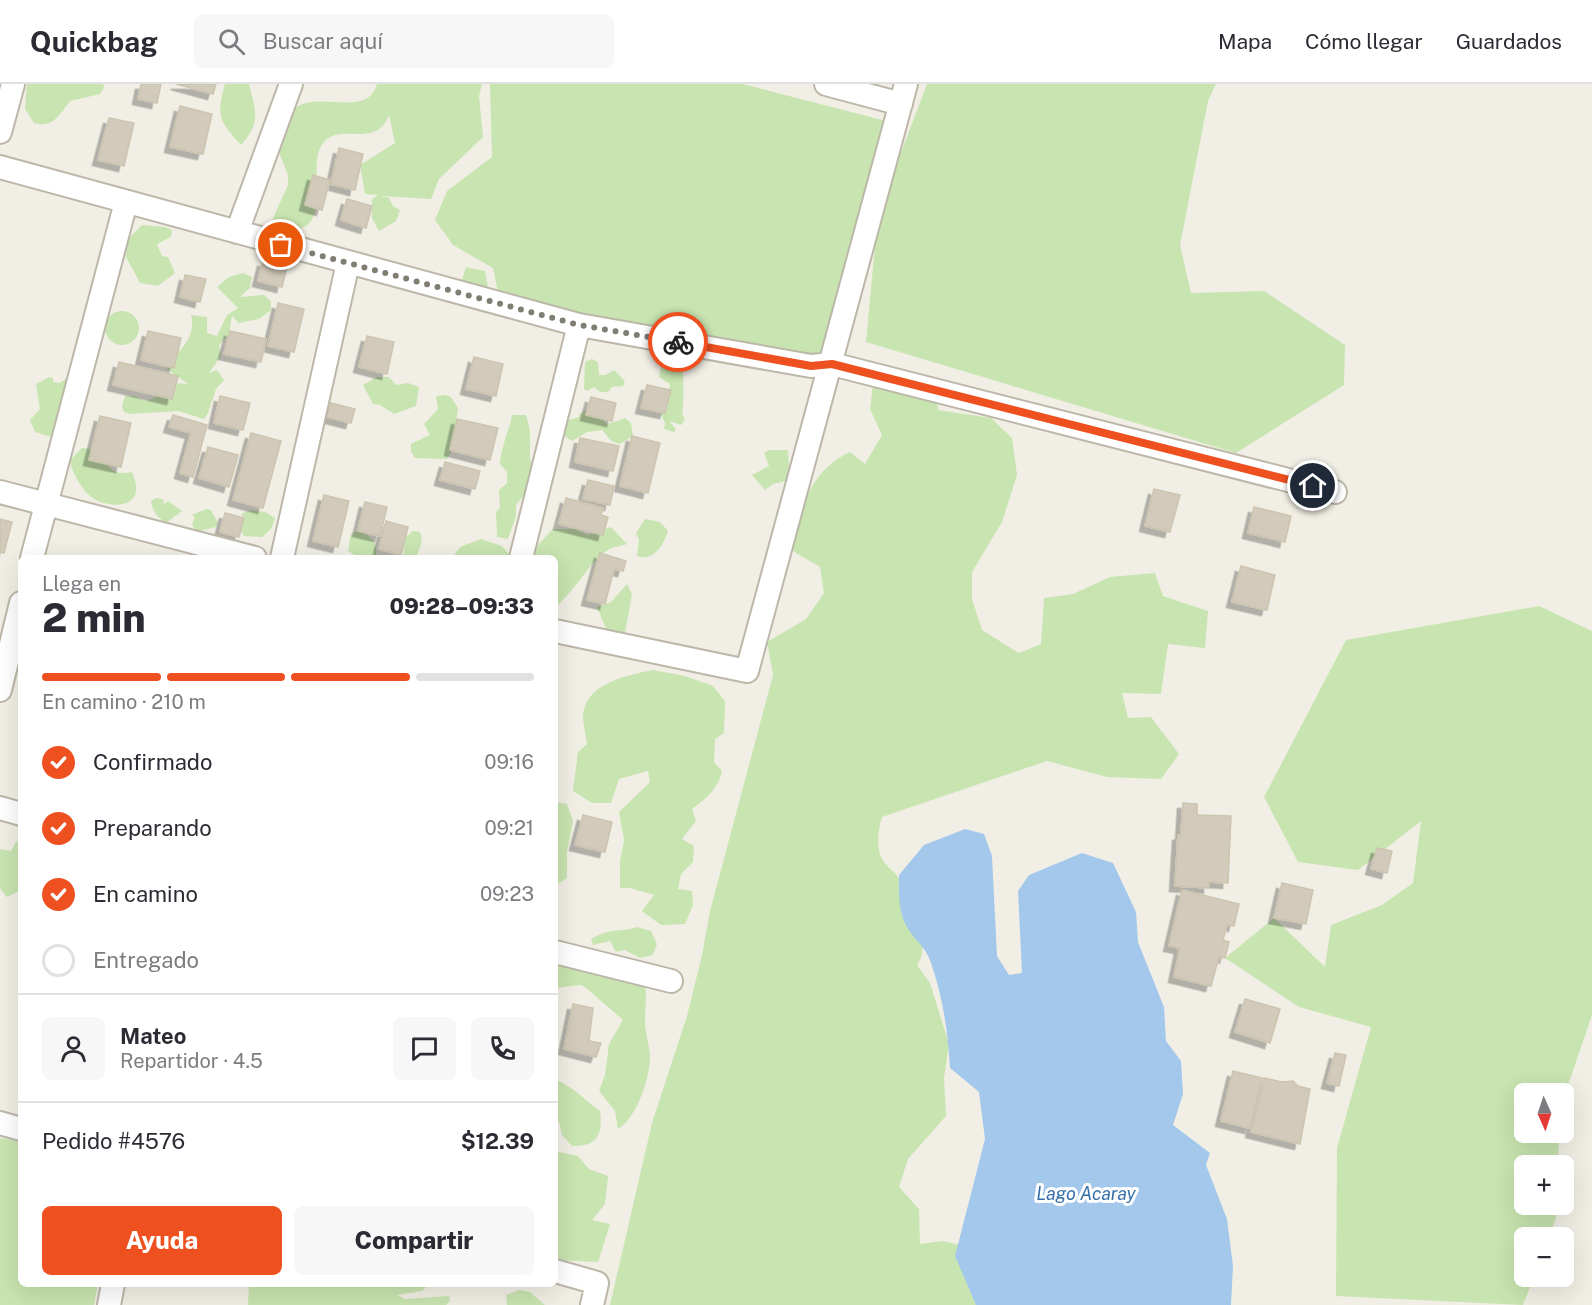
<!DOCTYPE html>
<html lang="es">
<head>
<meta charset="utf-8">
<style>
	body { margin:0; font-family:"Public Sans",sans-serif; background:#f7f7f7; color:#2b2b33; height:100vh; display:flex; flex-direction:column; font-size:22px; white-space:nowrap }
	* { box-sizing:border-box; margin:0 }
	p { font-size:20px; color:#7c7c81 }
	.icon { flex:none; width:33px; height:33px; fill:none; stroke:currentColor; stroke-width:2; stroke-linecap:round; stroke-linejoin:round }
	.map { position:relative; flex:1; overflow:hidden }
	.panel { position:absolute; left:18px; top:471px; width:540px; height:732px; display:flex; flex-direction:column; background:#fff; border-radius:9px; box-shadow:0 6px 24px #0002 }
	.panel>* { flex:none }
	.needle { width:39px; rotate:177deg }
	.fabs { position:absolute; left:1514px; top:999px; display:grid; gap:12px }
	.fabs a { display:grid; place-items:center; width:60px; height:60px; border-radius:9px; background:#fff; box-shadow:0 6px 24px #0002; font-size:30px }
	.pin { position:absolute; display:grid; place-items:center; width:51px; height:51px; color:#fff; margin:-26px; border:3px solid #fff; border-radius:50%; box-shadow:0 2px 6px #0007 }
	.courier { position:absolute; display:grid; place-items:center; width:60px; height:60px; margin:-30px; border:4px solid #ee5020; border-radius:50%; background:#fff; color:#222; box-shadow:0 2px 8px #0007 }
	.headline em { font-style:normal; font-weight:800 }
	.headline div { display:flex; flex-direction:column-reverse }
	.headline { display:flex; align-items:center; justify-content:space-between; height:102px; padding:0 24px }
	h1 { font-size:39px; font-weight:800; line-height:45px }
	.bar { display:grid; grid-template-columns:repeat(4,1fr); gap:9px 6px; align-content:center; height:72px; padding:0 24px }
	.bar i { height:8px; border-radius:4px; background:#e1e1e2 }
	.bar .current { background:#ee5020 }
	.bar p { grid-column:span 4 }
	.line { display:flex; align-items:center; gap:15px; padding:0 24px; border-top:2px solid #e1e1e2 }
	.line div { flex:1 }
	.round { display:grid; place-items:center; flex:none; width:63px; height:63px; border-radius:9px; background:#f7f7f7 }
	ol { padding:0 24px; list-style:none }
	li { display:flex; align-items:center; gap:18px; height:66px }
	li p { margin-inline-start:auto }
	li .icon { padding:6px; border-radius:50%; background:#ee5020; color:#fff; stroke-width:4 }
	li:last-child { color:#7c7c81 }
	li i { width:33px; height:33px; border:3px solid #e1e1e2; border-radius:50% }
	.primary-button { display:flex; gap:12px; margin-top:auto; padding:12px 24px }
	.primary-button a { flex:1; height:69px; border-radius:9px; background:#ee5020; color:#fff; font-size:24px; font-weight:800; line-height:69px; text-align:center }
	.primary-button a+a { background:#f7f7f7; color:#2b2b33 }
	header { display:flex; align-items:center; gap:36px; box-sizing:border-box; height:84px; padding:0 30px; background:#fff; border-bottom:2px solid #e1e1e2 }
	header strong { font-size:28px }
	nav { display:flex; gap:33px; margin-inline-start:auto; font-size:21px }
	.search { width:420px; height:54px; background:#f7f7f7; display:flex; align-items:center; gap:15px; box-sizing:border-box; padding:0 21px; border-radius:9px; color:#7c7c81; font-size:22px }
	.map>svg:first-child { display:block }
	.green { fill:#c8e4b0 }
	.water { fill:#a4c8ec }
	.building { fill:#d2cbbb; stroke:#cdc4af; stroke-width:1.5; filter:url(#shadow) }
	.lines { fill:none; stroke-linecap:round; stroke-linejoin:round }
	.street-casing { stroke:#bcb7a8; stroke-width:26 }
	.street { stroke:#fff; stroke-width:22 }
	.done { stroke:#807d73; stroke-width:6; stroke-dasharray:0 10.8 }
	.route { stroke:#ee5020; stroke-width:8 }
	.labels { text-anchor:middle; stroke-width:6; stroke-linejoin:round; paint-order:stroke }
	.water-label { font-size:18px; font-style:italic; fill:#356ea9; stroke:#fff }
</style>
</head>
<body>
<header>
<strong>Quickbag</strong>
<div class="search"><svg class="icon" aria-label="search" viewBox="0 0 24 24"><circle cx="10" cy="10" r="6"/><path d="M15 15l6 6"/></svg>Buscar aquí</div>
<nav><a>Mapa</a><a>Cómo llegar</a><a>Guardados</a></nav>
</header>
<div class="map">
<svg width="1592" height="1221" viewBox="0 0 1592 1221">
	<defs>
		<filter id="shadow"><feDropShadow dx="-5.5" dy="5.5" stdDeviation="0" flood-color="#0004"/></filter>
	</defs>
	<rect width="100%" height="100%" fill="#f1efe5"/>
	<!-- green -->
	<path class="green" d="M27,0H103L104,3L100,10L70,17C59,31 54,44 34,39L25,25Z
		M225,0H249C256,27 261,39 241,61C219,37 216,32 225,0Z
		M377,0H482L479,12L483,53L439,95L431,115L380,112L389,114L393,122L400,126L396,137L379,147L372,134V115L378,111L365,110L360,81L395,59L389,31C375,68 337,34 321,62C308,85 331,138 298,145C290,146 284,146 276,142L273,134L288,101V91L278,66C282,55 285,34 293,26C316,4 367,36 377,0Z
		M490,0H743L886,37L818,295L498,208L493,184L453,161L435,136L447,107L492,73Z
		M927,0H1216L1208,17L1180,161L1191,209L1264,207L1345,261L1344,301L1236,369L866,258L878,129Z
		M142,141L165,143L172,146L171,153L157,160L162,172L168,173L175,189L158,202L140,199L126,173L127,156Z
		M466,183L485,187L488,203L481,215L466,205L462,196Z
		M243,189L252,193L250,204L240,213L264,211L271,217V226L259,235L239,239L232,232L229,250L219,261L221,272L209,289L217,286L224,296L216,305L208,329L204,335L178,327L130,330L124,328L122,322L125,312H134L145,317L154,314L173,299L188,300L167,285L166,277C183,267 196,251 191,231L207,233V249L217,252L227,231L238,224L217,203L229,193Z
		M105 244a17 17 0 1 1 34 0a17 17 0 1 1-34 0Z
		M592,275L598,278L599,291H605L614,286L625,297L623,302L612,303L608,308H600L594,303L587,307L584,305L585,278Z
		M666,279L670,286L682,281C684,290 684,320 682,330L685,335L681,341L669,337L676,345L674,348L664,345L665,339L660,329H666L670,300L659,293L661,283Z
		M49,293L53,294V298L60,299L68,293L72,296L55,348L51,353L35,348L30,336L40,325L36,300Z
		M377,293H389L396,301L408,299L419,303L416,322L394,330L380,321L373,320L363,301Z
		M873,300H935L938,326L991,334L1012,354L1017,391L1002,438L972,488V515L982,546L1019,569L1041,560L1044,514L1073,510L1110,493L1155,489L1163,512L1208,527L1205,564L1168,560L1161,610L1122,609L1128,634L1151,633L1179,670L1161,695L1107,693L1047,677L882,733C878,746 876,763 882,775C886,782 894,787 898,793C912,813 933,860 917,881L930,899L949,960L944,994L946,1032L908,1075L899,1103L919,1125L920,1160L942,1157L971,1163L997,1221H610L652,1039L687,932L702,871L710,827L773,591L767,558L806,535L824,509L820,483L791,466C801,425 808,388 850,368L865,380L882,351L870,325Z
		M445,311L451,313L458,324L452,367L447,375L415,374L411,368V360L430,351L424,340L438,325L436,312Z
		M588,325L586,331L601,335L608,340L625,334L631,339L633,352L620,360C609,358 609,353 602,346L587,348L572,357L562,350L566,337L579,333V330Z
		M512,331H526L530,346V376L537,386V406L524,411L516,421V432L508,455L497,453L496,428L500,424L499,406L507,399V388L500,380C501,362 509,348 512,331Z
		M82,364L90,365V376L107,380C114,390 121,390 132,388C134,393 137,401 136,407C134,425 107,422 96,416C83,409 72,389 70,376Z
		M769,366H788L790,396L773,400L765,406L752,391L769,382L764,369Z
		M156,414L163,415L164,420L168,417L182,427L166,439C158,434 152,427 151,417Z
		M206,425L211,426L218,439L216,443L200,447L194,445L192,439L195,434L192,431Z
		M250,426L265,428L275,434L271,445L262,453L244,452L240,446L244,434L241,430Z
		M645,435L660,438L668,447C664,460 654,478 637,472L639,456L636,449Z
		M611,443L627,460C621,462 613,463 608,466C591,475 574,509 555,523V474H534L538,461L553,445H577L587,451Z
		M358,447C370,450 380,461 375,474H359L348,467L351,450Z
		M413,447L420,448C424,458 419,464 416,474H403L405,454Z
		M481,455L502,462L512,474H452L460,463Z
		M627,500L632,510L625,549L609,552L597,523L611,518Z
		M1539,522L1592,547V931L1563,1016V1010H1524V1048L1559,1049L1558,1081L1524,1082V1120L1557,1121L1556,1134L1549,1153L1524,1154V1192L1534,1193L1523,1221L1336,1212L1337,1064L1371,943L1299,923L1225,874L1274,834L1325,883L1331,841L1382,821L1413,799L1421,737L1358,786L1298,778L1264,713L1346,556Z
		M653,586L685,592L713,602L725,617L724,649L715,655L714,678L722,687C719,704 706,715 692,725L696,737L682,755L694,762L693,778L681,790L678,805L692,807L693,821L685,840L661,841L642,827L654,811L630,804H620V778L624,756L619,728L650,698L648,687L619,695L611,719H592L573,707L578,668L587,660C586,651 583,641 583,632C585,599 628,591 653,586Z
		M555,718L567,720L573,737L567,769V794L555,802Z
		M21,756V806L7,813L0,804V765L11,767L16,758Z
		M637,843L651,847L657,860L653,871L640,874L625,866L616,868L610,857L593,861L591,855C611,843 619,849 637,843Z
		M555,879L645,900C647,913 645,924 645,937C645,948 649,959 650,970C651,992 637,1034 618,1045L615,1027L599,1007L605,991L609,960L623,936L585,903L580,901L555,904Z
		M555,996C569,999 586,1017 600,1027C603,1050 598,1063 572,1062L562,1051L559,1038H555Z
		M2,1054L21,1058V1200H98L94,1221H0V1055Z
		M559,1068L578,1072L589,1085L608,1092L605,1120L592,1136L610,1140L598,1178L555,1176V1070Z
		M249,1200H429L422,1207L397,1211L405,1215L449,1212L450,1217L446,1221H248Z
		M519,1206L530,1208L545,1221H507L506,1211Z"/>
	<!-- water -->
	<path class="water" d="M965,745L984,750L992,772L997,872L1009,891L1022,889L1018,807L1029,791L1082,769L1113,779L1136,828L1138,858L1164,923L1166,957L1181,977L1183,1010L1173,1041L1210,1069L1206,1081L1227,1135L1233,1182L1231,1221H976L955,1172L985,1055L979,1008L950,984C948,948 943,914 931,879C925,861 913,855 906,841C898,827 899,806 899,791L924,761Z"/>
	<!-- building -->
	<path class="building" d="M141,0H161L157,19L138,15Z
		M176,0H216L213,10Z
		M180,22L212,30L203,70L170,63Z
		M109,34L134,39L124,82L98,76Z
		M339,64L363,70L355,106L331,100Z
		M313,91L330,96L322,126L305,121Z
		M347,115L372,122L366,144L341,136Z
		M263,177L287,183L282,203L258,197Z
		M185,191L206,195L200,218L180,213Z
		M278,219L304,225L294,268L268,262Z
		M148,247L181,254L174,284L141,276Z
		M230,247L266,255L261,278L224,270Z
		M367,252L394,258L387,290L359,283Z
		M474,273L503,280L496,312L466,305Z
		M119,278L178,292L172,315L113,301Z
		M647,301L671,306L665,329L641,324Z
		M220,312L250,319L243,346L214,339Z
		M591,313L616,319L612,337L586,331Z
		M331,319L355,325L351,339L327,333Z
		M173,331L207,341L193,393L180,389L191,349L169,343Z
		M100,332L131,339L121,383L89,376Z
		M457,335L498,344L490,376L450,366Z
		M251,349L281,357L263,424L233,416Z
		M632,352L660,359L648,409L620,402Z
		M580,354L619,362L613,387L575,378Z
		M208,363L238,371L229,403L199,394Z
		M445,378L480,387L475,405L440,396Z
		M588,396L614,402L610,421L583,415Z
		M1154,405L1180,411L1170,448L1145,442Z
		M324,411L349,417L338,463L313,457Z
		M566,414L603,424L601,431L608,433L603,451L559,440Z
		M365,418L387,423L380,452L358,447Z
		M1254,423L1291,432L1285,458L1248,449Z
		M225,429L244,434L239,453L220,448Z
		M0,435L12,438L4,469L0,468Z
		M386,437L408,443L401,471L379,465Z
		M600,469L626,477L623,487L614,485L605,520L587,516Z
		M1241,482L1275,491L1267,526L1232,518Z
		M1183,719L1197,720V731L1231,732L1228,799L1209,798V804L1175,802L1178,751H1181Z
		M583,731L612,738L605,768L575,761Z
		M1377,764L1392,767L1387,789L1371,785Z
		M1282,799L1313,806L1306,840L1274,834Z
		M1182,806L1239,820L1234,842L1227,841L1223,856L1229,858L1225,874L1219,873L1211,902L1174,893L1180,864L1169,862Z
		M1245,915L1280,925L1270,959L1235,948Z
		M573,920L593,924L589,957L601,959L596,973L564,965Z
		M1335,969L1346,971L1339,1002L1327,999Z
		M1233,987L1262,994L1250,1044L1221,1037Z
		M1264,994L1282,998L1293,997L1298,1002L1310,1005L1300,1060L1251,1048Z"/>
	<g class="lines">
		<!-- street casing -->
		<g class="street-casing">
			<path id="street" d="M826,0L901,20
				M0,48L13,0
				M0,83L579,241L811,282L832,280L1335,408
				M237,148L291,0
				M0,408L255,474
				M32,474L126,118
				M282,474L348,179
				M521,474L579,241
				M555,547L747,587L906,0
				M0,606L21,519
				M0,724L21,730
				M555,868L671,897
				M0,1039L21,1045
				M555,1187L597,1199L592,1221
				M109,1221L113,1200"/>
		</g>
		<!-- street -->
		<use href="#street" class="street"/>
	</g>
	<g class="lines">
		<!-- done -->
		<path class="done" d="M281,161L579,241L678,258"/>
		<!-- route -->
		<path class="route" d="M678,258L811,282L832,280L1313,402"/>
	</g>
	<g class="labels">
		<!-- water labels -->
		<g class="water-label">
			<text x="1086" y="1116">Lago Acaray</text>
		</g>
	</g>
</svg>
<div class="fabs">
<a><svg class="needle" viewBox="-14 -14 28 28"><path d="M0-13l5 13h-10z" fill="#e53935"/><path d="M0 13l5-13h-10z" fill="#7c7c81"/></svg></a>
<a>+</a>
<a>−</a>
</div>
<div class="pin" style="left:281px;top:161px;background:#ea580c"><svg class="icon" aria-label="bag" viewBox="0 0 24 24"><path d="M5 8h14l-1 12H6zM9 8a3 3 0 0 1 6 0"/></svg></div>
<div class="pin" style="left:1313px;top:402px;background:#1f2937"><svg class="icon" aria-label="home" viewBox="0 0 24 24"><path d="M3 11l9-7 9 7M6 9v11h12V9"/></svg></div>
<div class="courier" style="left:678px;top:258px"><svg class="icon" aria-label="bike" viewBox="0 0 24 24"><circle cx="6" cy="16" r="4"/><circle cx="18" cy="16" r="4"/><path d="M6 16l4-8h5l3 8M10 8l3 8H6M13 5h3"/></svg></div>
<section class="panel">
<div class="headline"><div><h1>2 min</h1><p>Llega en</p></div><em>09:28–09:33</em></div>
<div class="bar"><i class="current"></i><i class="current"></i><i class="current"></i><i></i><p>En camino · 210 m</p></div>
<ol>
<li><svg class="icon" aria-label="check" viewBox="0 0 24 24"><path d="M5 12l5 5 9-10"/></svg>Confirmado<p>09:16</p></li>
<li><svg class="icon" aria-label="check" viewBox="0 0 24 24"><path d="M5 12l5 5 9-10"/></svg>Preparando<p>09:21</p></li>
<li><svg class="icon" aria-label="check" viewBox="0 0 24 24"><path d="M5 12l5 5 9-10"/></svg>En camino<p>09:23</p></li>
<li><i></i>Entregado</li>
</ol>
<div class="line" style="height:108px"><a class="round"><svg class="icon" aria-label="person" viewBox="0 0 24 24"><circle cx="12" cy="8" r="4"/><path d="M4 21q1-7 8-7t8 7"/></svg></a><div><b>Mateo</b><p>Repartidor · 4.5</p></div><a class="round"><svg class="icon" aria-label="chat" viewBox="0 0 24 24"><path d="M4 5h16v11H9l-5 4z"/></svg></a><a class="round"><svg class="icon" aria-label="phone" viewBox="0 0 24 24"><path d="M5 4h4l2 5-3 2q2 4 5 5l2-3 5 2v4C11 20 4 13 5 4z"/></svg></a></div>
<div class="line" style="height:78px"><div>Pedido #4576</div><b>$12.39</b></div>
<div class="primary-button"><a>Ayuda</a><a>Compartir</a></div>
</section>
</div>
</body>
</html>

....

**Try it:** Please find the lines in the data that contain the word "check" and copy them.

**Expected answer:**
<li><svg class="icon" aria-label="check" viewBox="0 0 24 24"><path d="M5 12l5 5 9-10"/></svg>Confirmado<p>09:16</p></li>
<li><svg class="icon" aria-label="check" viewBox="0 0 24 24"><path d="M5 12l5 5 9-10"/></svg>Preparando<p>09:21</p></li>
<li><svg class="icon" aria-label="check" viewBox="0 0 24 24"><path d="M5 12l5 5 9-10"/></svg>En camino<p>09:23</p></li>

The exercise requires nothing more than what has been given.